A few metres away, their parents can be seen juggling with their craft too and following the crowds, eager to make the day’s living before the night sets in. They largely eke out their living by selling brooms. A broom costs between Rs200 and Rs250, enough for them to fill their bellies. During night, these “street kids” are seen assembling their paraphernalia and retiring under the trees along the road. Their makeshift shelters are just made up of dupattas resting on four sticks. On a lazy day during the weekend lockdown, the kids are seen less on roads. With not many vehicles at the intersection point, it’s a field day for them too.

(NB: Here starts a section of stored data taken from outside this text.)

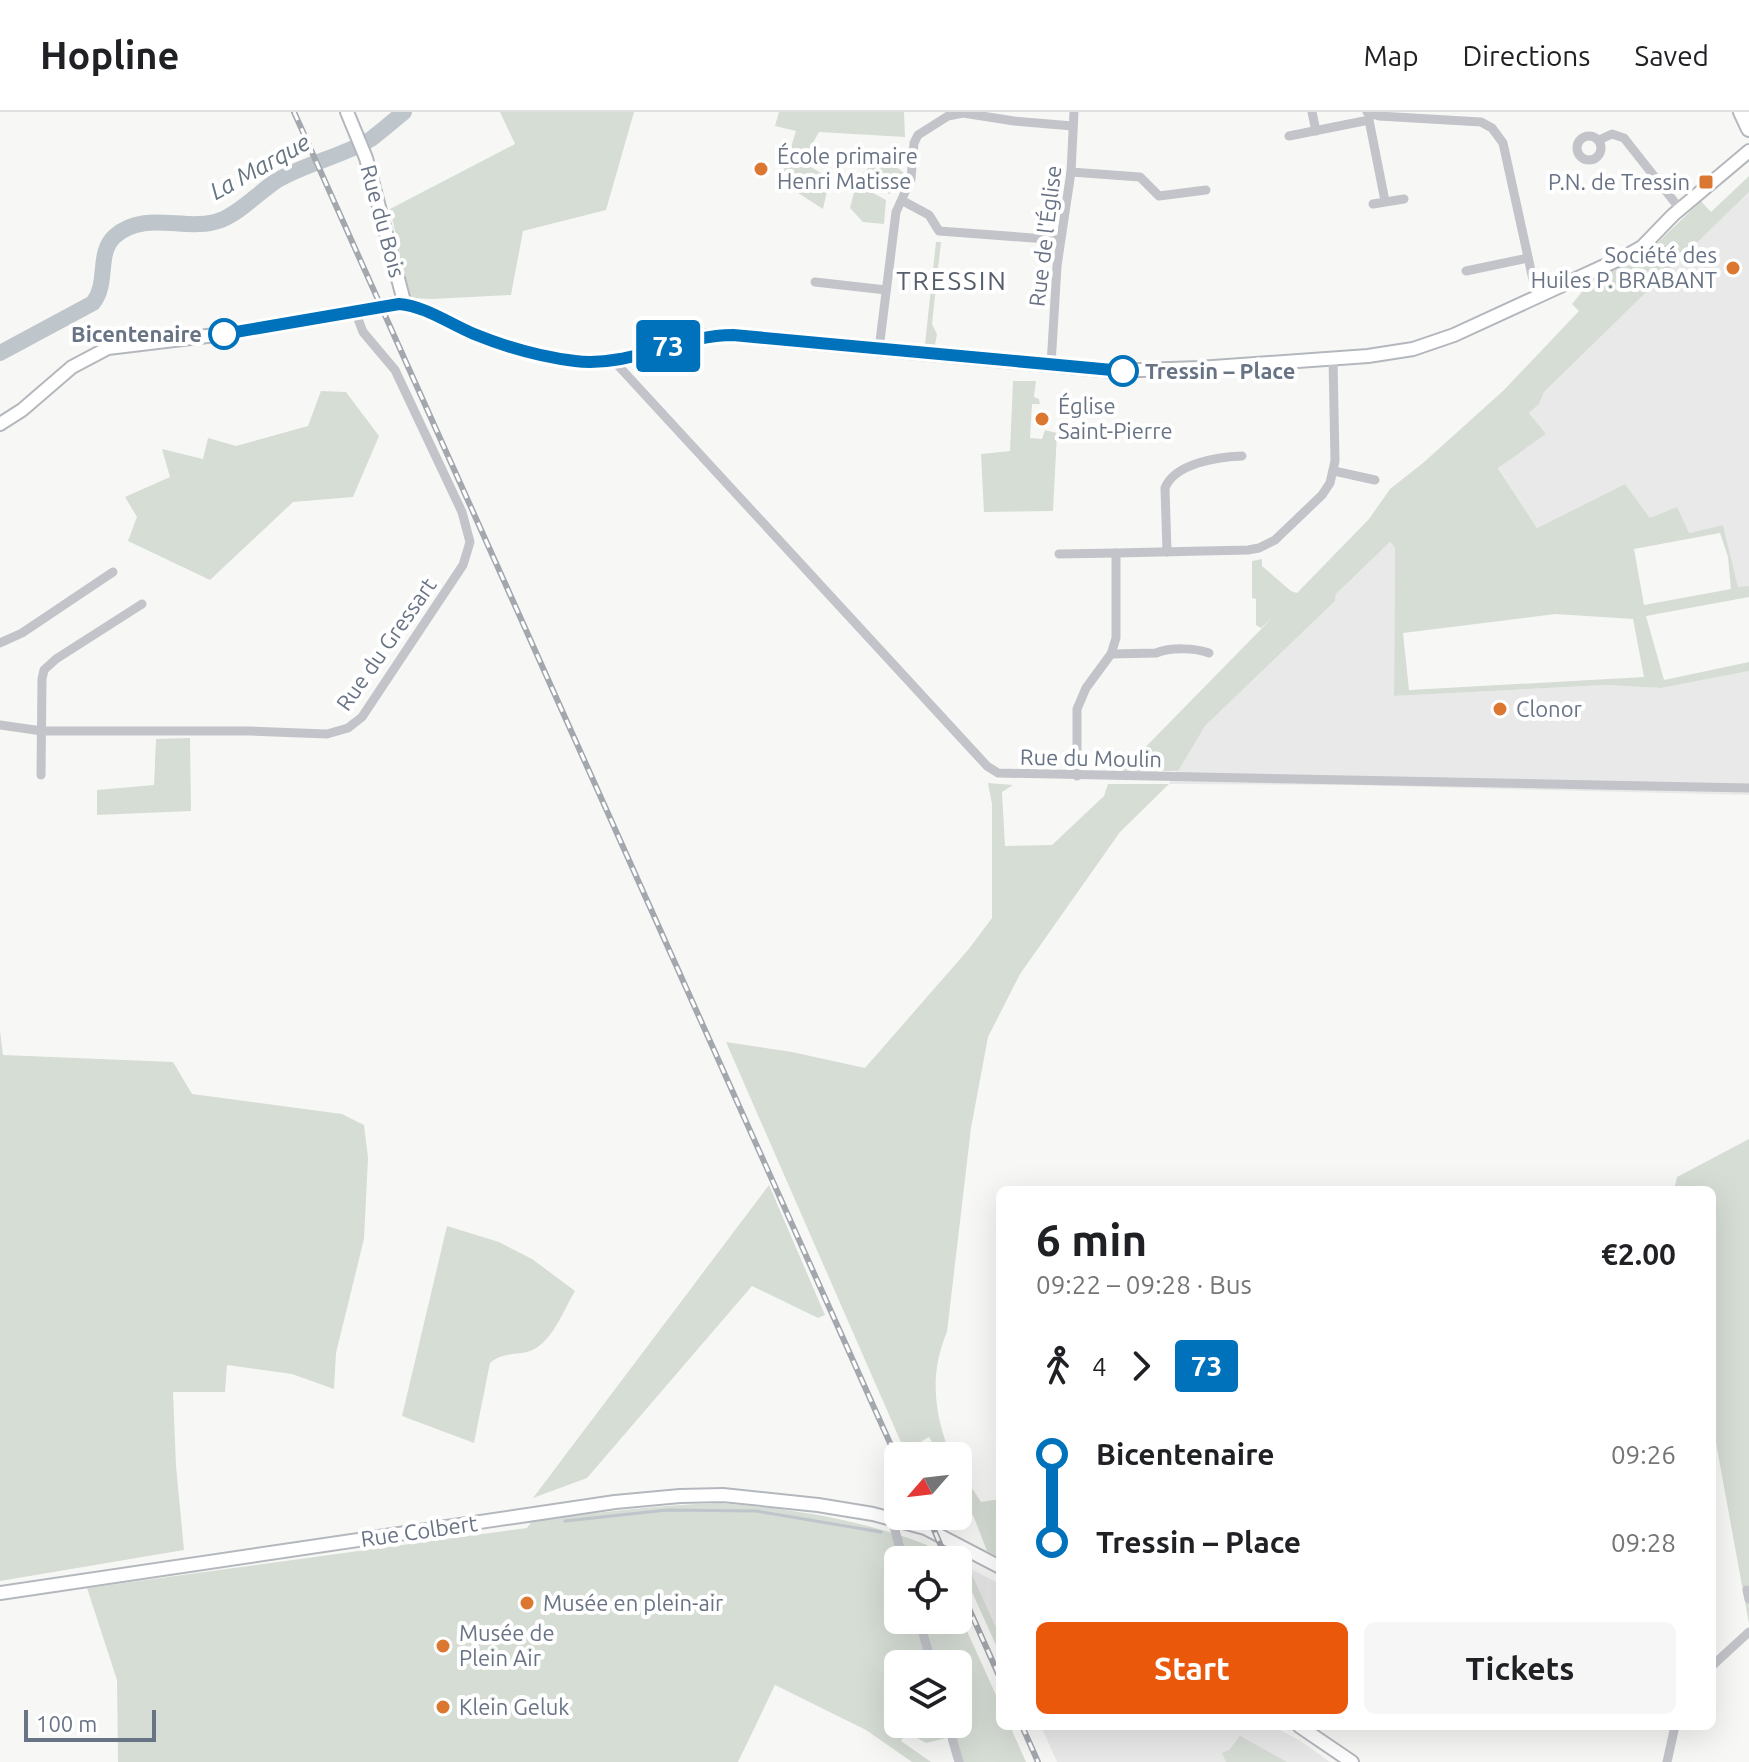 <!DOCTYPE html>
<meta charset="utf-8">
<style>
body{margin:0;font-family:Ubuntu,sans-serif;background:#f6f6f6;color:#202124;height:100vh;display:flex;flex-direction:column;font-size:30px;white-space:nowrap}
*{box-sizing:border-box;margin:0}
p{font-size:26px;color:#757577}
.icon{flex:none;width:44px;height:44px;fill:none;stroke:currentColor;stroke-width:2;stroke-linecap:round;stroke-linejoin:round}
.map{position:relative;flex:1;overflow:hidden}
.drawer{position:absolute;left:996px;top:1074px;width:720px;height:544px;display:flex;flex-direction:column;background:#fff;border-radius:12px;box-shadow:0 8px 32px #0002}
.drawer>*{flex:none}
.badge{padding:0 16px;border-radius:6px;font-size:28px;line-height:52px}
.needle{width:52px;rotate:242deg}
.tools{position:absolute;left:884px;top:1330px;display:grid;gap:16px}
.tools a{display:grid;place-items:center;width:88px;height:88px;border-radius:12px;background:#fff;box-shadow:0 8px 32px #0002;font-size:40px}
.scale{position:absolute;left:24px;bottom:20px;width:132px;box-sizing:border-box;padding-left:8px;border:4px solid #687385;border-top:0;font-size:22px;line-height:28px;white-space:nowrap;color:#687385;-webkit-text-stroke:6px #fff;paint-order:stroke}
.map>.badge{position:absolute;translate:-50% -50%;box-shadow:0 0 0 4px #fff}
.legs{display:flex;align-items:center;gap:12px;height:88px;padding:0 40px;font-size:26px}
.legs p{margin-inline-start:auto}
.overview{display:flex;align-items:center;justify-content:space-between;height:136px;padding:0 40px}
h1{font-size:44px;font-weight:600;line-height:60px}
.cta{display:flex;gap:16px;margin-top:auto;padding:16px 40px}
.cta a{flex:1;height:92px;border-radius:12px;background:#ea580c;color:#fff;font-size:32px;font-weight:600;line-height:92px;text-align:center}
.cta a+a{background:#f6f6f6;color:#202124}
ul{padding:0 40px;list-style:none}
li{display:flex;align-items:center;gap:28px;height:88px;font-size:30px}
li i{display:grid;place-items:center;width:12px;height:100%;margin:0 10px;background:currentColor}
li i::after{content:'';width:20px;height:20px;margin:-10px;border:6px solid;border-radius:50%;background:#fff}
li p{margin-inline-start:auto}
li:first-child i{background:linear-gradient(#0000 50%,currentColor 0)}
li:last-child i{background:linear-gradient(currentColor 50%,#0000 0)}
header{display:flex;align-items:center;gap:48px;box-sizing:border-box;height:112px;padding:0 40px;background:#fff;border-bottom:2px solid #e0e0e0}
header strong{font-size:38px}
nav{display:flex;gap:44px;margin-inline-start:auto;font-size:28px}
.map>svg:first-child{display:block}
.built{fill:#e8e9e8}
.green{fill:#d6ddd5;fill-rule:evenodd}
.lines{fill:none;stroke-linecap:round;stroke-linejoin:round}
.stream{stroke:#bec5cb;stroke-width:3}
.river{stroke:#bec5cb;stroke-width:16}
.secondary-casing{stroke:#b4b8be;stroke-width:16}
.primary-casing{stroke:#b5b8bd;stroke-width:18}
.street{stroke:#c2c4c9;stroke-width:9}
.secondary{stroke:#fff;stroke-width:12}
.primary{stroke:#fff;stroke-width:14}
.rail-casing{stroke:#a3a7ae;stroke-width:6}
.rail{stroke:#fff;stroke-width:3;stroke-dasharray:9;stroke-linecap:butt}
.line-1-casing{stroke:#fff;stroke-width:18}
.line-1{stroke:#0072bc;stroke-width:12}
.poi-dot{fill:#dc7731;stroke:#fff;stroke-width:3}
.stop-1-dot{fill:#fff;stroke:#0072bc;stroke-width:4}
.labels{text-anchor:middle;stroke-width:8;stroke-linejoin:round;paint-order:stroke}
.poi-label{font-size:22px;fill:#687385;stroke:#fff;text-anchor:start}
.street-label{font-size:22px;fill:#687385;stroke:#fff}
.stop-label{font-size:22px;font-weight:bold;fill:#687385;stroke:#fff;text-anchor:end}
.water-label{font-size:24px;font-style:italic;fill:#647480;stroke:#fff}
.quarter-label{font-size:26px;letter-spacing:2px;fill:#565e6a;stroke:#fff}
</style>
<header>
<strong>Hopline</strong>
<nav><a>Map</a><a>Directions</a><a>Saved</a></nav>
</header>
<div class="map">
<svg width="1749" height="1650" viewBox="0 0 1749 1650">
<rect width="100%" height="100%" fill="#f7f8f5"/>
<!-- built -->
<g class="built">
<polygon points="1749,80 1749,474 1738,476 1723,413 1689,421 1650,406 1625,372 1537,416 1498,355 1546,322 1529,301 1539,292 1544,280"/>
<polygon points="1390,430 1395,436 1394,584 1606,573 1661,576 1749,559 1749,683 1349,673 1169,672 1205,614 1335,489 1336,482"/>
<polygon points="969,1456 1000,1472 1000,1524"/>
<polygon points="1041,1614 1272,1614 1299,1628 1330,1650 1057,1650"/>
</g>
<!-- green -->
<g class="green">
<polygon points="500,0 634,0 606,98 523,119 511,183 432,187 410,186 390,97 515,32"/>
<polygon points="779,0 904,0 905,25 819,20 802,50 830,66 823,97 795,79 783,61 796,19 775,14"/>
<polygon points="875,49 890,50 904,61 899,74 889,82 861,67 862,62"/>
<path d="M 1749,64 L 1749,80 L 1544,280 L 1539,292 L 1529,301 L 1546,322 L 1498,356 L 1537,416 L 1625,372 L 1650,406 L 1677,395 L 1689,421 L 1723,413 L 1738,475 L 1749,474 L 1749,485 L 1646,504 L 1664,568 L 1749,550 L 1749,559 L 1661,576 L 1606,573 L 1394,584 L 1395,436 L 1390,430 L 1336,482 L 1335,489 L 1205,614 L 1178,659 L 1121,660 L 1272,506 L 1261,516 L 1256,513 L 1256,487 L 1252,486 L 1252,449 L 1262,447 L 1262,454 L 1291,479 L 1297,481 L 1369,407 L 1390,377 L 1423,351 L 1504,278 L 1579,199 L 1572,192 L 1590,170 L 1650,138 L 1701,89 L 1711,100 ZM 1720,421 L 1728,445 L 1731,477 L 1644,493 L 1634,437 ZM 1555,502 L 1633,507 L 1644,565 L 1409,578 L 1403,521 Z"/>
<polygon points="858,73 886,88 884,112 863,110 850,96 855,76"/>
<polygon points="936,130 941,130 932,212 937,222 935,233 925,232"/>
<polygon points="1013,269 1036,269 1034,285 1039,287 1040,292 1032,292 1030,326 1042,327 1045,318 1057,321 1053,399 984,400 981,342 1010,339"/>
<polygon points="321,279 346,280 379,324 353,385 293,390 210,468 128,429 137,405 125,385 170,365 162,337 203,347 208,326 236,334 308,314"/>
<polygon points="190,626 191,699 97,703 97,678 154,673 156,627"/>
<path d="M 988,671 L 1013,673 L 1002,680 L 1005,734 L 1052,733 L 1104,684 L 1108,672 L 1169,672 L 1120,720 L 1020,862 L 988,925 L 971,1016 L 947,1220 C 929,1262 934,1302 951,1344 L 940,1344 L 929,1325 L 922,1329 L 926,1344 L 907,1344 L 726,930 L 792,940 L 865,956 L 968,838 L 992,806 L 992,692 Z"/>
<polygon points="0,919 3,943 173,950 192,982 342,1002 364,1013 368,1046 364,1127 336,1241 334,1277 292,1262 227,1253 225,1280 173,1280 176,1354 184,1438 0,1469"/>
<polygon points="1749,1027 1749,1512 1712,1309 1712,1078 1674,1078 1677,1065"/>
<polygon points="769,1073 825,1203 818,1206 752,1174 587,1366 533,1386"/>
<path d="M 447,1114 L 499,1130 L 532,1147 L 575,1179 C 563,1199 551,1234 527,1240 C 513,1243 501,1241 490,1251 L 474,1331 L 402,1304 Z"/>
<polygon points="958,1355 981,1390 1000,1387 1000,1446 987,1439 975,1408 958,1374"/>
<path d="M 720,1391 C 792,1397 860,1407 927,1433 L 935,1448 L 898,1448 L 898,1508 L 958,1508 L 958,1499 L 1000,1592 L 1000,1614 L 1010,1614 L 1026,1650 L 962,1650 L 955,1624 L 926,1631 L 906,1620 L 901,1629 L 931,1650 L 912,1650 L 866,1618 L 775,1573 L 738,1650 L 118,1650 L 117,1568 L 87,1476 L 527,1416 L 532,1409 C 595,1401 657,1393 720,1391 ZM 898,1552 L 958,1552 L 958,1612 L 898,1612 Z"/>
<polygon points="958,1449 969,1456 1000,1524 1000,1542"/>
<polygon points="1240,1624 1287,1650 1226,1650 1222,1641 1229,1638"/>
</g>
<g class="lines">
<!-- stream -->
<polyline class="stream" points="565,1409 667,1398 756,1399 881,1420"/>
<!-- river -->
<path class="river" d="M 0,241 L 93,191 C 109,171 96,141 115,124 C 146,97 187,121 221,108 C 241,100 258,81 276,69 C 306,51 341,45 371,27 C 382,19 393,9 404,0"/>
<!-- secondary casing -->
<g class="secondary-casing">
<g id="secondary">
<polyline points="347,0 366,46 405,193"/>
<path d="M 0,312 L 22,298 L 72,255 L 108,236 L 232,221 L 395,192 C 423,192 449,212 475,222 C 506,235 542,245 576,249 C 628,256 675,223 726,223 L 1112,259 L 1199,256 L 1368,244 L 1413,237 L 1454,223 L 1628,143 L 1642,135 L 1673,103 L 1749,39"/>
<polyline points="0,1481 615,1390 680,1384 723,1383 818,1393 873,1402 925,1416 1000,1455"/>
<polyline points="1299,1614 1352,1650"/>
</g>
</g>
<!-- primary casing -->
<g class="primary-casing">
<polyline id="primary" points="1741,0 1749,17"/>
</g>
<!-- street -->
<g class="street">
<polyline points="1312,0 1316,19"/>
<polyline points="1367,0 1379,4 1481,10 1492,16 1503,31 1537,186"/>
<polyline points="1370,2 1369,8 1385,89"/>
<polyline points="1289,24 1369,8"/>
<circle cx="1589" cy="36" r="12"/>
<polyline points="1599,28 1612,22 1624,26 1680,97"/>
<polyline points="1071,60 1140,65 1159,84 1206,78"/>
<polyline points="903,89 929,103 939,119 1060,128"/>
<polyline points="1373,92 1404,87"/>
<polyline points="1466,159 1528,146"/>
<polyline points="815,170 886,178"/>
<polyline points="879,237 896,100 911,67 914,31 918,23 948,4 963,1 1014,9 1073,14"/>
<polyline points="613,248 987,654 998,661 1749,676"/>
<polyline points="1051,253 1057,154 1071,60 1074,0"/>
<polyline points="1334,359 1375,368"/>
<path d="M 1167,440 L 1165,376 C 1175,351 1218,345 1242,344"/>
<polyline points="1059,442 1116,441"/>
<polyline points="0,531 22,521 113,460"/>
<path d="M 1111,542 L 1156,541 C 1171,535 1195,536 1209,541"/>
<polyline points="0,613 42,619 250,619 327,622 348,616 362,605 463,453 470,430 462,400 395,258 363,220 355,199"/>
<polyline points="41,663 42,567 44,558 56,547 142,492"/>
<polyline points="1077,664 1077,597 1086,576 1111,542 1116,526 1116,441 1248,438 1259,436 1275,428 1322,383 1330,371 1335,349 1333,246"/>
<polyline points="892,1407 903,1448"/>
<polyline points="1747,1478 1749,1487"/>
<polyline points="919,1508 932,1552"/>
<polyline points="1712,1554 1749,1520"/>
<polyline points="948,1612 959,1650"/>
<polyline points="1667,1650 1675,1614"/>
</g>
<!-- secondary -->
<use href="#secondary" class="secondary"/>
<!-- primary -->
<use href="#primary" class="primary"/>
<!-- rail casing -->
<g class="rail-casing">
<g id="rail">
<polyline points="294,0 898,1349"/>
<polyline points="928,1404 947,1448"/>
<polyline points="958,1472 1000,1566"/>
<polyline points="1022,1614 1038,1650"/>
</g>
</g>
<!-- rail -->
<use href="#rail" class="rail"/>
</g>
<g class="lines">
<!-- line-1 casing -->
<g class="line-1-casing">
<path id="line-1" d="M 224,222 L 399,192 C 425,194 450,212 474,222 C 506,235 541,245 575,249 C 629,256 680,223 733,223 L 1123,259"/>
</g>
<!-- line-1 -->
<use href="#line-1" class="line-1"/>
</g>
<!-- markers -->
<g class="poi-dot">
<circle cx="761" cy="57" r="8"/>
<rect x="1698" y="62" width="16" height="16" rx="4"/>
<circle cx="1733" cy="156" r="8"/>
<circle cx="1042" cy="307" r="8"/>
<circle cx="1500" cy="597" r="8"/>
<circle cx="527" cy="1491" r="8"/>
<circle cx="443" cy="1534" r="8"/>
<circle cx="443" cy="1595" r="8"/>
</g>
<g class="stop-1-dot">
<circle cx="224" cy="222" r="14"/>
<circle cx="1123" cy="259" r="14"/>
</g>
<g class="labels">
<!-- poi labels -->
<g class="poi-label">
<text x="777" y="52">École primaire<tspan x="777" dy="25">Henri Matisse</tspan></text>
<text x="1690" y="78" text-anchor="end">P.N. de Tressin</text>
<text x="1717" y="151" text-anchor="end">Société des<tspan x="1717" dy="25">Huiles P. BRABANT</tspan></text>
<text x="1058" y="302">Église<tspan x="1058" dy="25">Saint-Pierre</tspan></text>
<text x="1516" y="605">Clonor</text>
<text x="543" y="1499">Musée en plein-air</text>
<text x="459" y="1529">Musée de<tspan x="459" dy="25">Plein Air</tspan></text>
<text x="459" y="1603">Klein Geluk</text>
</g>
<!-- street labels -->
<g class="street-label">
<text transform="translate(383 109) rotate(75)" y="8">Rue du Bois</text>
<text transform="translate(1045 124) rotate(-83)" y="8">Rue de l'Église</text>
<text transform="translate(386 532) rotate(-55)" y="8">Rue du Gressart</text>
<text transform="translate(1091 646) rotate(1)" y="8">Rue du Moulin</text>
<text transform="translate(419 1419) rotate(-8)" y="8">Rue Colbert</text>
</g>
<!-- stop labels -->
<g class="stop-label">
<text x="202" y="230">Bicentenaire</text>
<text x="1145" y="267" text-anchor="start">Tressin – Place</text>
</g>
<!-- water labels -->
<g class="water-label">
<text transform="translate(260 55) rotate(-29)" y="8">La Marque</text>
</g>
<!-- quarter labels -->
<g class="quarter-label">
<text x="952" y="178">TRESSIN</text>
</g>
</g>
</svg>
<div class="tools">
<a><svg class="needle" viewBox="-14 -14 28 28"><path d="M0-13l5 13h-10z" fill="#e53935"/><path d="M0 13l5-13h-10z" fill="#757577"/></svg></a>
<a><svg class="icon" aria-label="locate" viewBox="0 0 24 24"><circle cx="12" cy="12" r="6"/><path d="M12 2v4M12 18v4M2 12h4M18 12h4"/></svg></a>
<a><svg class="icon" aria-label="layers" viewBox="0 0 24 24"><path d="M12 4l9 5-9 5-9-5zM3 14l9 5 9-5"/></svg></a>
</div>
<div class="scale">100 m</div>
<b class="badge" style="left:668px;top:234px;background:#0072bc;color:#fff">73</b>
<section class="drawer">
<div class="overview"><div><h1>6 min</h1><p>09:22 – 09:28 · Bus</p></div><b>€2.00</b></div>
<div class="legs"><svg class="icon" aria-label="walk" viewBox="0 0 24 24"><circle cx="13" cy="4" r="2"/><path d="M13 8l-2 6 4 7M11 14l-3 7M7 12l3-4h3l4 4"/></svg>4<svg class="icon" aria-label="forward" viewBox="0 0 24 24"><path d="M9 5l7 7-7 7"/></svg><b class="badge" style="background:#0072bc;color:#fff">73</b></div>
<ul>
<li><i style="color:#0072bc"></i><b>Bicentenaire</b><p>09:26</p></li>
<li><i style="color:#0072bc"></i><b>Tressin – Place</b><p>09:28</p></li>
</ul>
<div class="cta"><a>Start</a><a>Tickets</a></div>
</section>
</div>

Asked about the second wave of Covid, one of the migrants says with a tinge of pride, “Hamein koi corona nahin hua. Sadkon pe rehte hain. Hamein kya hoga (what corona, we stay on roads. We did not suffer from any such virus).” According to Ganesh, a migrant labourer from Chittorgarh in Rajasthan, an MC van came and took their samples. All of them tested negative! Despite staying together in groups along the roads, none of them ever faced any symptom of Covid.
One is struck by a realisation that how Covid caged the so-called elites inside their “sanitised” cars and left them gasping for oxygen, while these free-spirited souls were out on the roads with none of them wearing any mask.
A fear that bothers the migrants is the “ashram wallahs” who pick their kids from roads and take them along. “It is only when we deposit thousands of rupees with the authorities that we get our kids back. A van comes and takes our toddlers away. I had to pay Rs25,000 to get my son back from these ‘ashram wallas’,” said Ganesh, showing his ID card. “We can raise our kids with our own money. We are proud of whatever we earn at the end of the day. We got some ration kits in the beginning of the lockdown last year, but now, we are managing on our own.”
Ganesh’s wife Reena joins the conversation with a sleepy toddler tucked along her side. She says, “Gaon jana hai. Bachon ko vahin padhaenge. Yahan jhaadoo bech ke apna pet bhar rahe hain (we want to leave for our villages, will teach our kids there).” Quite contented with whatever they earn at the end of the day, they say the lockdown bothers them more than the pandemic. Asked about what kind of help they need from the Administration, pat comes the reply, “Bas ap tarpal le aiega, barish me bache so nahin pate (just give us tarpaulin sheets, our kids find it hard to sleep during a rainy night).”